Our member, rabbi and author Steven Ettinger, has turned his downtime during missile attacks to positive use by exercising his brain and his imagination to good purpose. Look what he has been thinking:
Sitting in the ma’amad with little else to do, one’s mind can wrestle with anxiety or can be distracted with something more constructive. I am choosing the latter – typing some stream of consciousness ideas about this week’s parshah, Shelach Lecha.
For some
prognosticators, this is the start of World War II, an “end of the world”
scenario. So naturally, a good launching
pad for my thoughts is at the very beginning. Hashem created the world
with “asarah ma’amarot”, ten utterances. He completed the process by
animating Adam HaRishon, the prototype human – who promptly succumbed to his
evil inclination and was exiled from paradise.
Several
millennia later Hashem repeated this pattern, albeit for a nation rather than
for an individual. He did not create a single person but the ultimate people, Am
Yisroel. In place of ten utterances
there were ten plagues. In place of seven days there were seven weeks. There is one significant difference, however.
Adam, after eating from the Tree of Knowledge, was prevented from eating from
the Tree of Life. Hashem gave the Jewish Nation a tree of BOTH knowledge and
life, the Torah, “eitz chaim hi.”
There is
still one aspect left to discuss, the sin and the exile. In Eden, the story is
succinct and clear – a well-known narrative.

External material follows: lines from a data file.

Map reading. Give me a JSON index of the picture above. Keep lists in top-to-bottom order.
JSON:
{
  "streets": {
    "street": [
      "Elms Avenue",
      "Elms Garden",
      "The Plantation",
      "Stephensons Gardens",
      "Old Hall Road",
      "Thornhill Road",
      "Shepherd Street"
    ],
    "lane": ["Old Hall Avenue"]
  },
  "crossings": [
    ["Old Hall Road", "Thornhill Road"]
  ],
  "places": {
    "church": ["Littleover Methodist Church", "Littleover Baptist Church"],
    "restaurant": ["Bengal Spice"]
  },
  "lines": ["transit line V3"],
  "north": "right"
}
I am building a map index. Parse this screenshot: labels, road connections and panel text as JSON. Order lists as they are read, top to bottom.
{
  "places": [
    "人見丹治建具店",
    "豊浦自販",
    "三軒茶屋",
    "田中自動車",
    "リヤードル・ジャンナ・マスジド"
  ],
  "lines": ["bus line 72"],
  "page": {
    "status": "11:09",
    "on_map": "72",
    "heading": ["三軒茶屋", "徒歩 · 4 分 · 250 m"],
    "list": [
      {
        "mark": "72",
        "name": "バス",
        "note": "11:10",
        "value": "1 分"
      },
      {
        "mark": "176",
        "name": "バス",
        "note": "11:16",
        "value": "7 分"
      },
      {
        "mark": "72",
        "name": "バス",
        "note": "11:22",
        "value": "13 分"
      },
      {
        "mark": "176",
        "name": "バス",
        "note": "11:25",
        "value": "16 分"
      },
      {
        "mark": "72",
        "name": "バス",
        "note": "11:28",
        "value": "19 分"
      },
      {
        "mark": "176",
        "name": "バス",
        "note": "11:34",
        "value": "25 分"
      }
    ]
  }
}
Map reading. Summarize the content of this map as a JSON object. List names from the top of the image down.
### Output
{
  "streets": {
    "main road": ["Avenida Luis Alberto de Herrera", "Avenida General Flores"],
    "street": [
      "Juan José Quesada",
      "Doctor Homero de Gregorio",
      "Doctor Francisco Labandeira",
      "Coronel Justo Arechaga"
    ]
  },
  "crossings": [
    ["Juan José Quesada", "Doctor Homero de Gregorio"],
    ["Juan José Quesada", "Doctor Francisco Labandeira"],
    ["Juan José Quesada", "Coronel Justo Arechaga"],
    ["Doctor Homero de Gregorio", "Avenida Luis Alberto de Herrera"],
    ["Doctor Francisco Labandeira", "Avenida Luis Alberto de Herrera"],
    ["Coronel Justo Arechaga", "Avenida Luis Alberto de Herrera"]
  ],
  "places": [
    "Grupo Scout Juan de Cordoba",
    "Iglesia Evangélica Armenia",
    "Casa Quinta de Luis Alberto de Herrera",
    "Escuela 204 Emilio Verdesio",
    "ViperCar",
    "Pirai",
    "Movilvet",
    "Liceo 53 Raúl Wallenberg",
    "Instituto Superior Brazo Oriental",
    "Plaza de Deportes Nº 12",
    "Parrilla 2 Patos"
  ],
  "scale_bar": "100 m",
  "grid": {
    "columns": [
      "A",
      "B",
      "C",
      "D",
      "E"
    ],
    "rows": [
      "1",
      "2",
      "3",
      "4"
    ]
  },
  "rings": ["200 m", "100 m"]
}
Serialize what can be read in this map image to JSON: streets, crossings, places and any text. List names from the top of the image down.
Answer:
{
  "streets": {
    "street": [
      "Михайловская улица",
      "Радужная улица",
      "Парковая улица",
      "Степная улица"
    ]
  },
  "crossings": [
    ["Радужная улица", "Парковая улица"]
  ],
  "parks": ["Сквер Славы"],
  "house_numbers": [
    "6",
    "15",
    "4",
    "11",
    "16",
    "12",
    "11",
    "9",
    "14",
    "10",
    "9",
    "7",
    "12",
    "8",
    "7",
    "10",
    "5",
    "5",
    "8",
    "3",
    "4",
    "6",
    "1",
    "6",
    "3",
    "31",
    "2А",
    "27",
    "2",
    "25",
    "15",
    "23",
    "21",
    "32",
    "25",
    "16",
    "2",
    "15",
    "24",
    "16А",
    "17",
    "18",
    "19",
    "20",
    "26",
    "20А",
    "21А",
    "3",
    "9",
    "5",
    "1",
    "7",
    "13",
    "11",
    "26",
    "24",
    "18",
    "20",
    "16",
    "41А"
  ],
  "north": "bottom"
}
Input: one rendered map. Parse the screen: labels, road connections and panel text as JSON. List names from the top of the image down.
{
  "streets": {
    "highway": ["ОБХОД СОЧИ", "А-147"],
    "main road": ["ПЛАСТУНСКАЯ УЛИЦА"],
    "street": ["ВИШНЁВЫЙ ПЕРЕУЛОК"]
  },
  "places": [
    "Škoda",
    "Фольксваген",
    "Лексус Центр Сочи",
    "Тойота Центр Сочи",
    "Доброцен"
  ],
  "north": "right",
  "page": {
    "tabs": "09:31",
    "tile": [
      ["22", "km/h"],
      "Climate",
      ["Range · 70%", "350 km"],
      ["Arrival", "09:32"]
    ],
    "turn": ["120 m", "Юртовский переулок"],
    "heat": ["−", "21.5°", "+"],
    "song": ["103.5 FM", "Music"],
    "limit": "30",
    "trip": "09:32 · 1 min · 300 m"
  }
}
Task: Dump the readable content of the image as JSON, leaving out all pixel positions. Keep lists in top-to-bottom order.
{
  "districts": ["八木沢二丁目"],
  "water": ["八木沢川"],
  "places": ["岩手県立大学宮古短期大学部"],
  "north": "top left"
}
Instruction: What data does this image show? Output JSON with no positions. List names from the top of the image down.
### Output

The story has a beginning (“do not eat from the fruit of the tree”), a
middle (the story of how they ate) ,and an end (the punishment). There is even a villain upon whom some of the
blame can be cast.
If the
events of the Exodus present a parallel creation story, then where is this sin
and exile narrative?
It would be
tempting to answer that Am Yisrael or, more precisely, the generation
that was redeemed from Egypt, was denied entry to the Land of Israel, a form of
pre-exile, because of the sin of the Golden Calf. This would fit the mold
precisely. They were given two interrelated commands, that they heard directly
from Hashem: that He is their God and they are to have no others besides Him.
They proceeded immediately to violate these directives.
This MAY have been the “sin.” However, “the consequence was NOT “exile”.
Several thousand died, but there was forgiveness (“salachti ki’dvarecha”),
not punishment. So perhaps the parallel narrative is to be found elsewhere,
like in parashat Shelach Lecha.
In our parashah,
the spies go out to see the land, they return with a bad report and the people
despair. For this they are all punished and condemned to die in the desert over
the next 40 years. This is their sin and exile.
However, if
this truly is the “sin and exile”, if this is a continuation of our nation’s
creation story: Where is the parallel narrative? Where were they tempted? What command
did they violate? Why the length of the punishment? The answers to these questions will show us
just how similar the two patterns are.
The parallel narrative is the story of the spies, with one caveat – there is one small link back to the sin of the Golden Calf. When Hashem forgave them, it was not exactly unconditional. In Ex. 32:34 He states: “u’veyom pakdi, uphakaditi alehem chatatam.” (on the day of accounting, I will call to count their sin). In other words, they may be getting a pass today. However, in the future, I will remember what they did now and the future punishment will be enhanced.
The
temptation here for
the nation, their protagonist, is the spies. Like the nachash in the
Creation story, they present themselves as good guys. They show concern for the nation. But they, literally, are snakes in the grass.
The
command they
violated was based on Hashem’s concession to Moshe, “shelach lecha”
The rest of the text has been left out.